--- START ---

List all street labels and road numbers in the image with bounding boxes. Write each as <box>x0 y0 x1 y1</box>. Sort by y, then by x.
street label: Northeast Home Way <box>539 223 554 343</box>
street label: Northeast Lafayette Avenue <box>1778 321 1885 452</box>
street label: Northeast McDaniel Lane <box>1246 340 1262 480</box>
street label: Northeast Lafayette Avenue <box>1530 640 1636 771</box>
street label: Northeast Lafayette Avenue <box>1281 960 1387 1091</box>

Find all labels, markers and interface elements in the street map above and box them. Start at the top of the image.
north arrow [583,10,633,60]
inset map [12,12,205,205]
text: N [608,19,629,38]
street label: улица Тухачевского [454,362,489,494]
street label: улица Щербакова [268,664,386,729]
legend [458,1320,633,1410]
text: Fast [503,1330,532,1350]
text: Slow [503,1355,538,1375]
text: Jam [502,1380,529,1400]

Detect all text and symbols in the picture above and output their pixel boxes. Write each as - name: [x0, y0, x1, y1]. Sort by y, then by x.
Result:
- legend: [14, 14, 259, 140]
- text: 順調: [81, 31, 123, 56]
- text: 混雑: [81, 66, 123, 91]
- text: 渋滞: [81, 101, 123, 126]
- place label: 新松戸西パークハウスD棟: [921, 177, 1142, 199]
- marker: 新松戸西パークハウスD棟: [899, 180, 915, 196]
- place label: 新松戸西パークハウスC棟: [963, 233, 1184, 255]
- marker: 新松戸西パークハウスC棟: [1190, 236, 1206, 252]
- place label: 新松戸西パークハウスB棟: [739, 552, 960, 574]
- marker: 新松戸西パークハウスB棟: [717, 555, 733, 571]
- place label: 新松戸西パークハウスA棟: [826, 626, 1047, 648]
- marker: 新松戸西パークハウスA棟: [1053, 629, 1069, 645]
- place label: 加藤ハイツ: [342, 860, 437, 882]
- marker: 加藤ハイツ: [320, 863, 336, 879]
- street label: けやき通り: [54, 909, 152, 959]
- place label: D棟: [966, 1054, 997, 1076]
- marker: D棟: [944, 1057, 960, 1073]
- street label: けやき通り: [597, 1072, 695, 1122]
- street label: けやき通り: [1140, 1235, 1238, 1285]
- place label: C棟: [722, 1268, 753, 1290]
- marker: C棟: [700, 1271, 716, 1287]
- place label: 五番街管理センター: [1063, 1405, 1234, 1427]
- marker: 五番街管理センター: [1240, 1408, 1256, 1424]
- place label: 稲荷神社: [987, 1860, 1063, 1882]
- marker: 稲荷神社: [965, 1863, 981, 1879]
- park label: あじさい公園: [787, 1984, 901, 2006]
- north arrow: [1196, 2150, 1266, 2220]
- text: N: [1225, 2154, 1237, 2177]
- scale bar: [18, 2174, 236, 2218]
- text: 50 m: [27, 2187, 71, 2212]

--- END ---

Repeat back the data above, exact to the last character.

TASK RESULT »
List all street labels and road numbers in the image with bounding boxes. Write each as <box>x0 y0 x1 y1</box>. Sort by y, then by x.
street label: Northeast Home Way <box>539 223 554 343</box>
street label: Northeast Lafayette Avenue <box>1778 321 1885 452</box>
street label: Northeast McDaniel Lane <box>1246 340 1262 480</box>
street label: Northeast Lafayette Avenue <box>1530 640 1636 771</box>
street label: Northeast Lafayette Avenue <box>1281 960 1387 1091</box>

Find all labels, markers and interface elements in the street map above and box them. Start at the top of the image.
north arrow [583,10,633,60]
inset map [12,12,205,205]
text: N [608,19,629,38]
street label: улица Тухачевского [454,362,489,494]
street label: улица Щербакова [268,664,386,729]
legend [458,1320,633,1410]
text: Fast [503,1330,532,1350]
text: Slow [503,1355,538,1375]
text: Jam [502,1380,529,1400]

Detect all text and symbols in the picture above and output their pixel boxes. Write each as - name: [x0, y0, x1, y1]. Sort by y, then by x.
Result:
- legend: [14, 14, 259, 140]
- text: 順調: [81, 31, 123, 56]
- text: 混雑: [81, 66, 123, 91]
- text: 渋滞: [81, 101, 123, 126]
- place label: 新松戸西パークハウスD棟: [921, 177, 1142, 199]
- marker: 新松戸西パークハウスD棟: [899, 180, 915, 196]
- place label: 新松戸西パークハウスC棟: [963, 233, 1184, 255]
- marker: 新松戸西パークハウスC棟: [1190, 236, 1206, 252]
- place label: 新松戸西パークハウスB棟: [739, 552, 960, 574]
- marker: 新松戸西パークハウスB棟: [717, 555, 733, 571]
- place label: 新松戸西パークハウスA棟: [826, 626, 1047, 648]
- marker: 新松戸西パークハウスA棟: [1053, 629, 1069, 645]
- place label: 加藤ハイツ: [342, 860, 437, 882]
- marker: 加藤ハイツ: [320, 863, 336, 879]
- street label: けやき通り: [54, 909, 152, 959]
- place label: D棟: [966, 1054, 997, 1076]
- marker: D棟: [944, 1057, 960, 1073]
- street label: けやき通り: [597, 1072, 695, 1122]
- street label: けやき通り: [1140, 1235, 1238, 1285]
- place label: C棟: [722, 1268, 753, 1290]
- marker: C棟: [700, 1271, 716, 1287]
- place label: 五番街管理センター: [1063, 1405, 1234, 1427]
- marker: 五番街管理センター: [1240, 1408, 1256, 1424]
- place label: 稲荷神社: [987, 1860, 1063, 1882]
- marker: 稲荷神社: [965, 1863, 981, 1879]
- park label: あじさい公園: [787, 1984, 901, 2006]
- north arrow: [1196, 2150, 1266, 2220]
- text: N: [1225, 2154, 1237, 2177]
- scale bar: [18, 2174, 236, 2218]
- text: 50 m: [27, 2187, 71, 2212]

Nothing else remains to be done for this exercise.